------ Given data
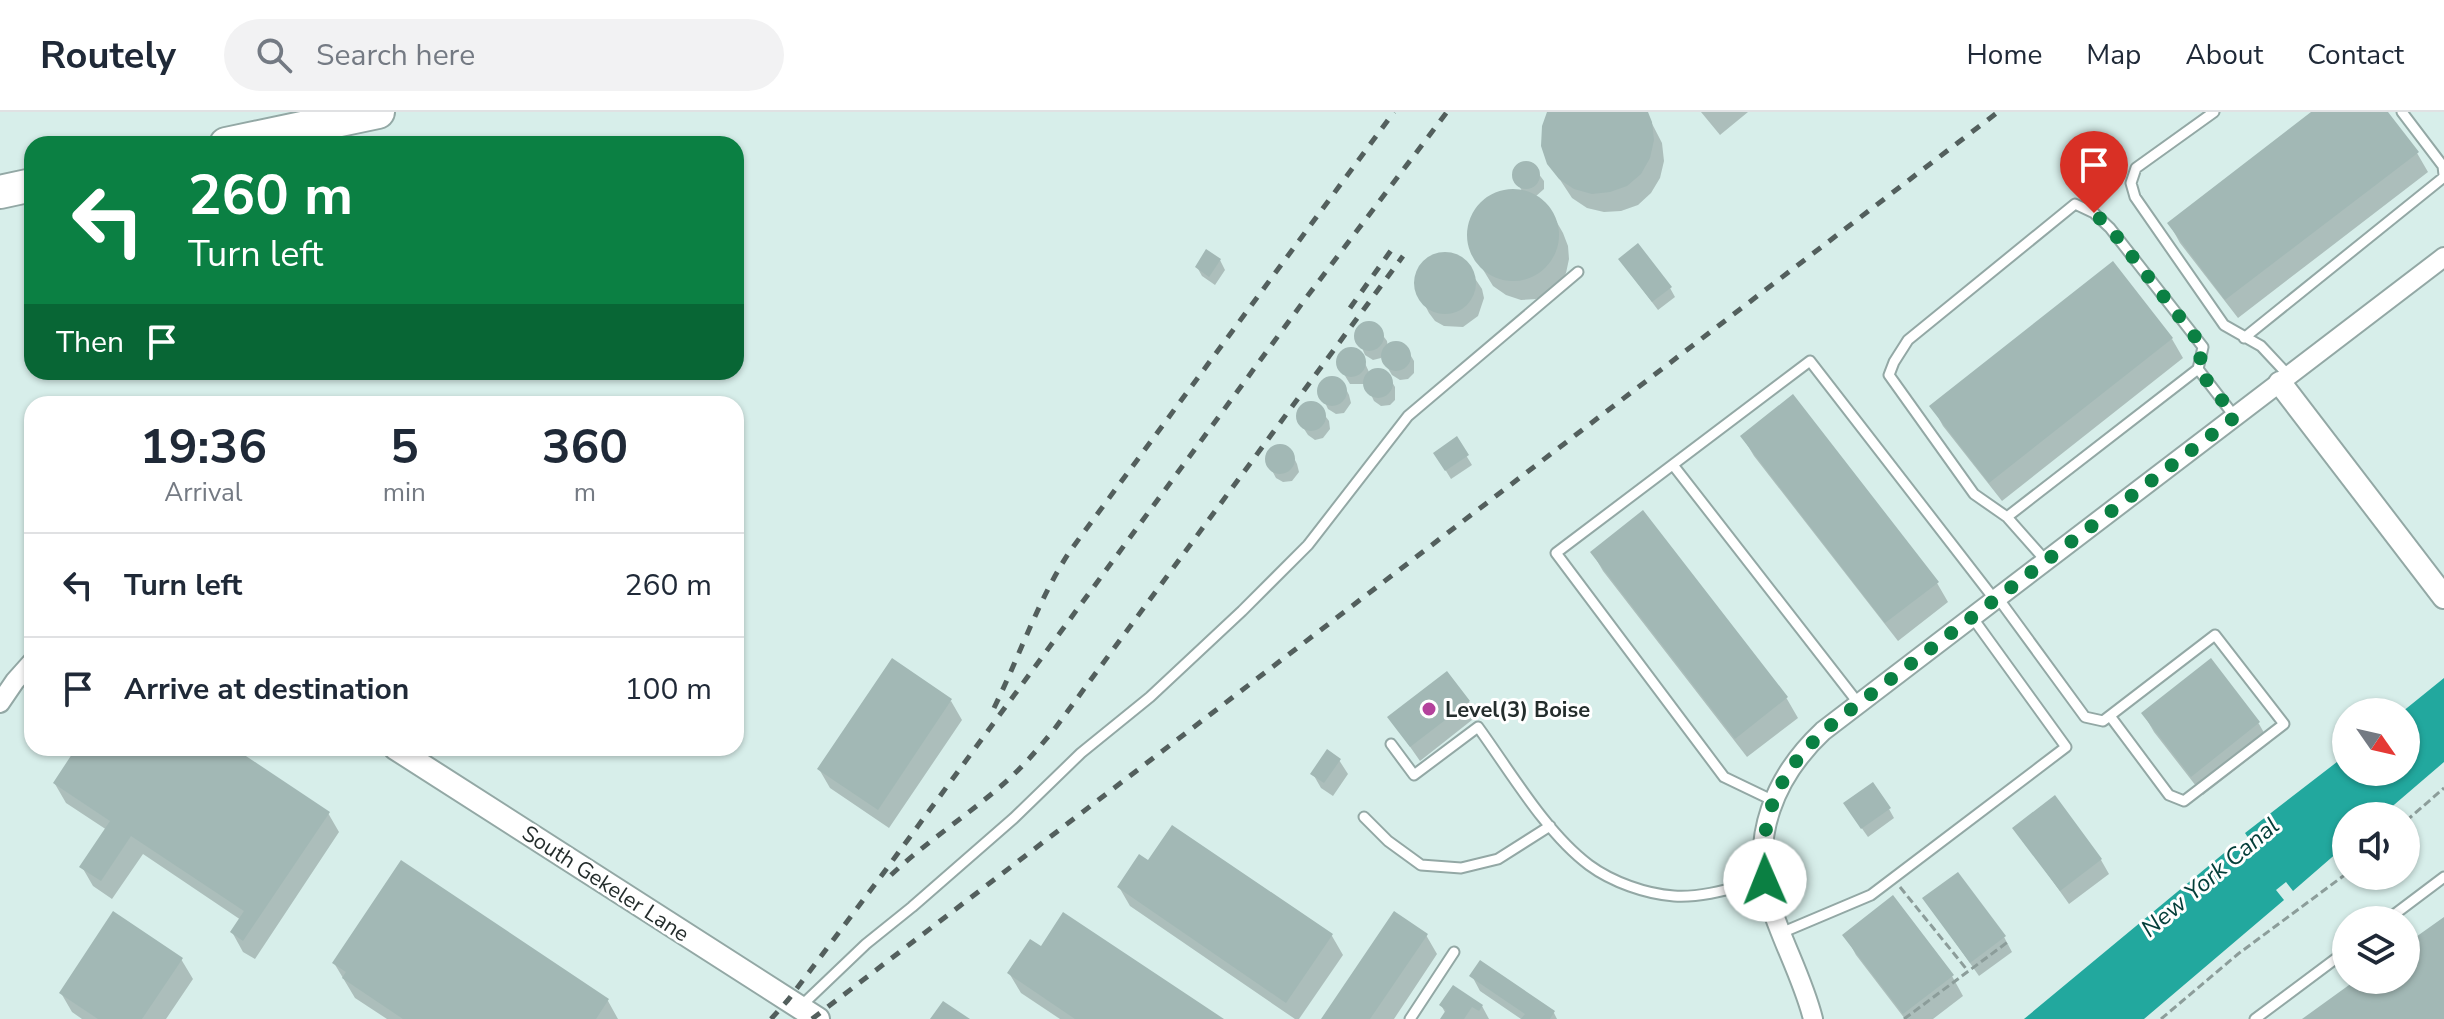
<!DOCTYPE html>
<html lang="en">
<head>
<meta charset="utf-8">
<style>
	:root { --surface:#fff; --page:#f2f2f3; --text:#1f2937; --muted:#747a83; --line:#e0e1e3 }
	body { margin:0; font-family:"Nunito Sans",sans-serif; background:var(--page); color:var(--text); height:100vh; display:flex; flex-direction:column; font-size:30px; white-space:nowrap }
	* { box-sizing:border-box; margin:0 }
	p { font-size:26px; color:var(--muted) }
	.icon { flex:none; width:44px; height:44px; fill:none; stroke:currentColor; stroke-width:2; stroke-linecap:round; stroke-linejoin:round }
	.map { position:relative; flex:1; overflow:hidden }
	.drawer { position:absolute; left:24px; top:284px; width:720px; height:360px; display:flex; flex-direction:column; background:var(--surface); border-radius:24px; box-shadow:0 2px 6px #0004 }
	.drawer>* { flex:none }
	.banner { position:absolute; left:24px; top:24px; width:720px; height:244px; border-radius:24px; box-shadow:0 2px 6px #0004; background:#0b8043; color:#fff; overflow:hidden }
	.needle { width:52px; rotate:124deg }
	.buttons { position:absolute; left:2332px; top:586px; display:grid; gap:16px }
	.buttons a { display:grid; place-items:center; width:88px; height:88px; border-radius:50%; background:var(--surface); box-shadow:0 2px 6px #0004; font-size:40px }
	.pin { position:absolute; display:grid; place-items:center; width:68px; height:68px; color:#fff; margin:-82px -34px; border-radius:50% 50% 50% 0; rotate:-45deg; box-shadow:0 0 8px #0007 }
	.pin .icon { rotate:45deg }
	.me { position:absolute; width:88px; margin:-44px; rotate:359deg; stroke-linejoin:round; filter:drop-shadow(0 0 6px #0008) }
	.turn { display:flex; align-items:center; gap:28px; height:168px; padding:0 32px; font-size:36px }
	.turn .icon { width:104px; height:104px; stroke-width:2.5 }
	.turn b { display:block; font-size:56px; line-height:68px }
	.then { display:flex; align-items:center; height:76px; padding:0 32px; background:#0003; gap:16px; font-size:30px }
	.eta { display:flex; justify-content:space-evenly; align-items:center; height:136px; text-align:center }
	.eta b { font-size:48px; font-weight:700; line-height:56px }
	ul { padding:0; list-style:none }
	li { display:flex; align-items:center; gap:24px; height:104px; padding:0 32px; border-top:2px solid var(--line) }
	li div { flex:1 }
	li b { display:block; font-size:30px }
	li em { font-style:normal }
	header { display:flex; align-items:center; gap:48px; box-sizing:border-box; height:112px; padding:0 40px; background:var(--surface); border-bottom:2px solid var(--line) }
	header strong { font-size:38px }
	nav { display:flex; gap:44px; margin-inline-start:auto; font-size:28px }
	.search { width:560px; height:72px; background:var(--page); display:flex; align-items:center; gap:20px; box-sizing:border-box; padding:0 28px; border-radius:44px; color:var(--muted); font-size:30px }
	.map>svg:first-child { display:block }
	.water { fill:#22a89e }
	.shadow { fill:#0003 }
	.building { fill:#a2b8b5 }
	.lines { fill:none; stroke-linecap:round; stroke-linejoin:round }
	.service-casing { stroke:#93a8a5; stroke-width:13 }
	.minor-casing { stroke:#93a8a5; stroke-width:22 }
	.tertiary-casing { stroke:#93a8a5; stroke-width:26 }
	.motorway-casing { stroke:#93a8a5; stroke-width:36 }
	.path { stroke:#8c9d9a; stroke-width:3; stroke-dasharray:8 4; stroke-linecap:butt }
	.service { stroke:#fff; stroke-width:9 }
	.minor { stroke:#fff; stroke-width:18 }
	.tertiary { stroke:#fff; stroke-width:22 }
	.motorway { stroke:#fff; stroke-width:32 }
	.rail { stroke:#535f5d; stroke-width:5; stroke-dasharray:10 10; stroke-linecap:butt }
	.route { stroke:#0b8043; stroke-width:14; stroke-dasharray:0 25.2 }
	.poi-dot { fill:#b4429c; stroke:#fff; stroke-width:3 }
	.labels { text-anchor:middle; stroke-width:6; stroke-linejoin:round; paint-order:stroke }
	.poi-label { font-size:22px; font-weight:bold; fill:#242d2c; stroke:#fff; text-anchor:start }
	.street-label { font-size:22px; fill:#242d2c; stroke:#fff }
	.water-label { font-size:24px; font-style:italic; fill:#033e39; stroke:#fff }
</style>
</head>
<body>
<header>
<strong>Routely</strong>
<div class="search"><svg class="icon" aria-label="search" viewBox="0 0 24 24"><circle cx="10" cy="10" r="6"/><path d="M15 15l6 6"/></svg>Search here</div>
<nav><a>Home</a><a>Map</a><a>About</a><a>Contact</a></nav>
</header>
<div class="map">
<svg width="2444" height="907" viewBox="0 0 2444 907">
	<rect width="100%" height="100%" fill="#d7eeea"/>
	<path class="water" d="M2444,566V650L2381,704H2346V733L2293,779L2286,770L2276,778L2284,788L2144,907H2024L2235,732L2242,739L2251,730L2245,721L2346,643V660H2406V600H2402Z"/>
	<path class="shadow" d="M1549,0H1646L1662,31L1664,49L1660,66L1651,81L1638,93L1621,99L1604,100L1587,96L1572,86L1549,51Z
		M1701,0H1748L1720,23Z
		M2315,0H2386L2417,41L2428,60L2238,206L2180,131L2169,111Z
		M1522,52L1532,53L1544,69V77L1535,85L1551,100L1563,121L1568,134L1569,147L1566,161L1559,172L1548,181L1536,187L1521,188L1506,183L1493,174L1473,141L1470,126L1471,111L1478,97L1489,87L1503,80L1523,81L1516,68V57Z
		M1445,141L1462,147L1482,177L1484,186L1478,204L1463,215L1444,214L1435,209L1429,201L1416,176L1420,156L1426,148Z
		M1220,148L1225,158L1215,173L1202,164L1197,155Z
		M1626,156L1670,176L1675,185L1658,198Z
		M1364,213H1375L1387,229L1388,236L1398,232L1408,239L1414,249V261L1408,267L1400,268L1392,263L1386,253L1385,241L1381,246L1373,248L1365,243L1357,224Z
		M2172,227L2183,246L2002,389L1943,314L1932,294Z
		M1345,239H1356L1362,245L1369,260L1379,258L1389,265L1395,275V288L1390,293L1381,294L1374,289L1366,272H1350L1339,254V246Z
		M1334,266L1344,273L1349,283L1351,291L1344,301L1336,302L1328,297L1319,278L1323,270Z
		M1305,293H1317L1329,309L1330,317L1323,326L1315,328L1308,323L1299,309L1300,300Z
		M1742,324L1937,471L1948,490L1898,529L1754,344Z
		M1456,327L1472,353L1451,367L1435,341Z
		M1282,335L1292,342L1297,352L1299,360L1292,369L1283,370L1276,366L1268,351V343L1274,336Z
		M1643,401L1787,587L1798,606L1747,645L1603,459L1592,440Z
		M2210,549L2259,612L2270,631L2203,683L2154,620L2143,601Z
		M951,589L962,608L889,716L830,676L819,657Z
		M1469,590L1477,604L1420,649L1390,606Z
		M79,636H231L328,701L339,720L255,847L243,840L232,820L241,808L143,742L112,787L93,774L82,755L107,718L66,691L55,672Z
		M1339,648L1348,662L1333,684L1321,676L1313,662Z
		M1889,697L1894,706L1868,725L1851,701Z
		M2015,716L2101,748L2109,762L2069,792Z
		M1149,751L1332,824L1343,843L1299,907H1295L1130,794L1119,775Z
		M1893,786L1952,864L1963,884L1933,907H1905L1856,843L1845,823Z
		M1925,787L2004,825L2012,840L1979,864Z
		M1426,823L1437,842L1394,907H1324Z
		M1041,837L1221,907H1060L1021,881L1009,861Z
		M181,847L193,867L166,907H82L72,900L61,881Z
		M334,851L608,889L618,907H387L355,886Z
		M1472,864L1554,901L1557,907H1521L1480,879Z
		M1441,893L1482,894L1489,907H1443L1446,902Z"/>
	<path class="building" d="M1547,0H1648L1652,10L1654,28L1650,46L1641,62L1627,74L1610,80L1592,82L1574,77L1559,67L1547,52L1541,34L1542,14Z
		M2311,0H2388L2419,40L2225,188L2167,111Z
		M1512 63a14 14 0 1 1 28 0a14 14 0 1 1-28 0Z
		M1467 123a46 46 0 1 1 92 0a46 46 0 1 1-92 0Z
		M1638,131L1672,175L1652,190L1618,147Z
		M1206,137L1221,147L1209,165L1195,155Z
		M1414 171a31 31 0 1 1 62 0a31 31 0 1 1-62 0Z
		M2113,149L2173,226L1989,371L1929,294Z
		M1354 224a15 15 0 1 1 30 0a15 15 0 1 1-30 0Z
		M1381 244a15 15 0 1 1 30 0a15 15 0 1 1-30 0Z
		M1336 250a15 15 0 1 1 30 0a15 15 0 1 1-30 0Z
		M1363 271a15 15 0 1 1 30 0a15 15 0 1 1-30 0Z
		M1317 279a15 15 0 1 1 30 0a15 15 0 1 1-30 0Z
		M1793,282L1939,470L1885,511L1740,324Z
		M1296 304a15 15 0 1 1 30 0a15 15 0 1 1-30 0Z
		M1457,324L1469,343L1445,359L1433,341Z
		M1265 347a15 15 0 1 1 30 0a15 15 0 1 1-30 0Z
		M1643,398L1788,585L1735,627L1590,440Z
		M892,546L952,587L878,698L817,657Z
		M2211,546L2260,610L2191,665L2141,601Z
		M1447,559L1470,589L1410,635L1387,605Z
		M76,636H234L330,700L243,829L230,820L244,799L131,724L101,769L79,755L110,709L53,671Z
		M1327,637L1341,647L1324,671L1310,662Z
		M1873,670L1891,696L1861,717L1843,691Z
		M2055,683L2102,747L2060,779L2012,716Z
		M1172,713L1333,822L1286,891L1117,775L1139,742L1148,748Z
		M401,748L609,887L596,907H403L342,866L346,860L332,851Z
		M1958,760L2006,824L1970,851L1922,786Z
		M1893,783L1954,863L1903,902L1842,823Z
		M113,799L183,846L142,907H98L59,881Z
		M1394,799L1428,822L1370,907H1321Z
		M1063,800L1224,907H1075L1007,861L1030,827L1041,834Z
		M2444,805V907H2302L2356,868H2406V832Z
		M1480,848L1555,899L1550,907H1521L1525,902L1469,864Z
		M1453,873L1483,893L1479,899L1472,895L1464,907H1440L1446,898L1439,893Z
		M943,889L970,907H930Z"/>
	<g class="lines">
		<g class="service-casing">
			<path id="service" d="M2214,0L2136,56L2131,71L2135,85L2224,213L2261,234L2289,264
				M2402,0L2443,54L2444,63
				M2244,226L2444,65
				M1673,353L1859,592
				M2007,405L2198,257
				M2046,449L2007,405L1974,382L1889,263L1894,250L1908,228L2075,92L2094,101L2110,116L2203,235L2198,257L2235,305
				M1998,486L2085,605L2103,609L2215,523L2284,612L2184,689L2169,683L2110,604
				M1391,632L1414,663L1478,615C1510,659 1546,721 1589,753C1612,770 1646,782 1674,784C1704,786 1736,775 1765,768
				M1774,689L1724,665L1556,441L1810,249L1995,488
				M1364,705L1388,729L1421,753L1461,756L1498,747L1550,714
				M2387,808L2444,765
				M1781,821L1871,783L2066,635L1972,505
				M800,895L866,832L912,795L1014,706L1081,641L1150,585L1242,499L1308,433L1408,304L1578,160
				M1410,907L1454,840
				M2255,907L2346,839"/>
		</g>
		<g class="minor-casing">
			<path id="minor" d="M0,591L15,569L32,550
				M1813,907C1803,867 1782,830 1770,791C1749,726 1775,664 1823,619L2444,145"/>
		</g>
		<g class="tertiary-casing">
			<path id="tertiary" d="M2280,271L2444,485
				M395,636L818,907"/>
		</g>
		<g class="motorway-casing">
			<path id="motorway" d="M226,32L378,0
				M0,80L32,73"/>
		</g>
		<path class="path" d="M2406,709L2444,676
			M1900,775L1968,859
			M1904,907L2009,829
			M2161,907L2238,842L2346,762"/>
		<use href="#service" class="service"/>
		<use href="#minor" class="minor"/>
		<use href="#tertiary" class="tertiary"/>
		<use href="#motorway" class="motorway"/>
		<path class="rail" d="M1350,196L1392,137
			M994,596C1020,543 1038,488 1070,439L1394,0
			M891,763C925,731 965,705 1001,674C1022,656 1039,636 1056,615L1403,144
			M771,907L788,888L879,767L1306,186L1447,0
			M812,907L1998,0"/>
	</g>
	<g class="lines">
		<path class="route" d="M1765,768C1764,753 1763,738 1765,724C1771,673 1802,636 1841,605L2235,305L2198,257L2203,235L2110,116L2094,101"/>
	</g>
	<circle class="poi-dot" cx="1429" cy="597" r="8"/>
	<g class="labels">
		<g class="poi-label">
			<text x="1445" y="605">Level(3) Boise</text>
		</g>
		<g class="street-label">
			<text transform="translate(606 771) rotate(33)" y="8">South Gekeler Lane</text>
		</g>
		<g class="water-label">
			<text transform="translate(2210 765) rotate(-40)" y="8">New York Canal</text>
		</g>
	</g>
</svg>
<div class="buttons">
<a><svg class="needle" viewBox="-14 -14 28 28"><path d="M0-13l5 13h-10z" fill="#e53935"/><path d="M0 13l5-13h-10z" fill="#747a83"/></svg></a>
<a><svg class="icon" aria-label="sound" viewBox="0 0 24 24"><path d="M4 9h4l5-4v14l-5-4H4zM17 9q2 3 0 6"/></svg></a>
<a><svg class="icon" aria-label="layers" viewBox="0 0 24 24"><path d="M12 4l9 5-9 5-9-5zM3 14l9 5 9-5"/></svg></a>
</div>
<div class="pin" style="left:2094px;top:101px;background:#d93025"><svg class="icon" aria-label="arrive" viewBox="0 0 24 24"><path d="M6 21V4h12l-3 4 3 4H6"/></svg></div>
<svg class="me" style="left:1765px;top:768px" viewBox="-20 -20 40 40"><circle r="19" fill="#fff"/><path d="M0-13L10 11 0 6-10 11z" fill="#0b8043"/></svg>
<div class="banner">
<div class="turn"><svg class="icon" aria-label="left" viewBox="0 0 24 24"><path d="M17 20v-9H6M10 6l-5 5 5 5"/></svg><div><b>260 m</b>Turn left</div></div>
<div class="then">Then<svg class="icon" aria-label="arrive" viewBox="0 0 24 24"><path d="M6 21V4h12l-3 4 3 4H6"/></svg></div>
</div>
<section class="drawer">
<div class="eta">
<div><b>19:36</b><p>Arrival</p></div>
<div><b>5</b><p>min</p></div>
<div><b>360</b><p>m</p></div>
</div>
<ul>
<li><svg class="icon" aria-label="left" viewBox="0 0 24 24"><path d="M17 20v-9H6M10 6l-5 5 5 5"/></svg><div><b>Turn left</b></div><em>260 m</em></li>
<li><svg class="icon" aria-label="arrive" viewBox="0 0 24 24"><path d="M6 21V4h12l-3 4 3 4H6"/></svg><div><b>Arrive at destination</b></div><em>100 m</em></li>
</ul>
</section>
</div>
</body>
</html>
------------
-- What this task involves --
Would you show every line in the data above that contains the string "direction"?

-- Task response --
	body { margin:0; font-family:"Nunito Sans",sans-serif; background:var(--page); color:var(--text); height:100vh; display:flex; flex-direction:column; font-size:30px; white-space:nowrap }
	.drawer { position:absolute; left:24px; top:284px; width:720px; height:360px; display:flex; flex-direction:column; background:var(--surface); border-radius:24px; box-shadow:0 2px 6px #0004 }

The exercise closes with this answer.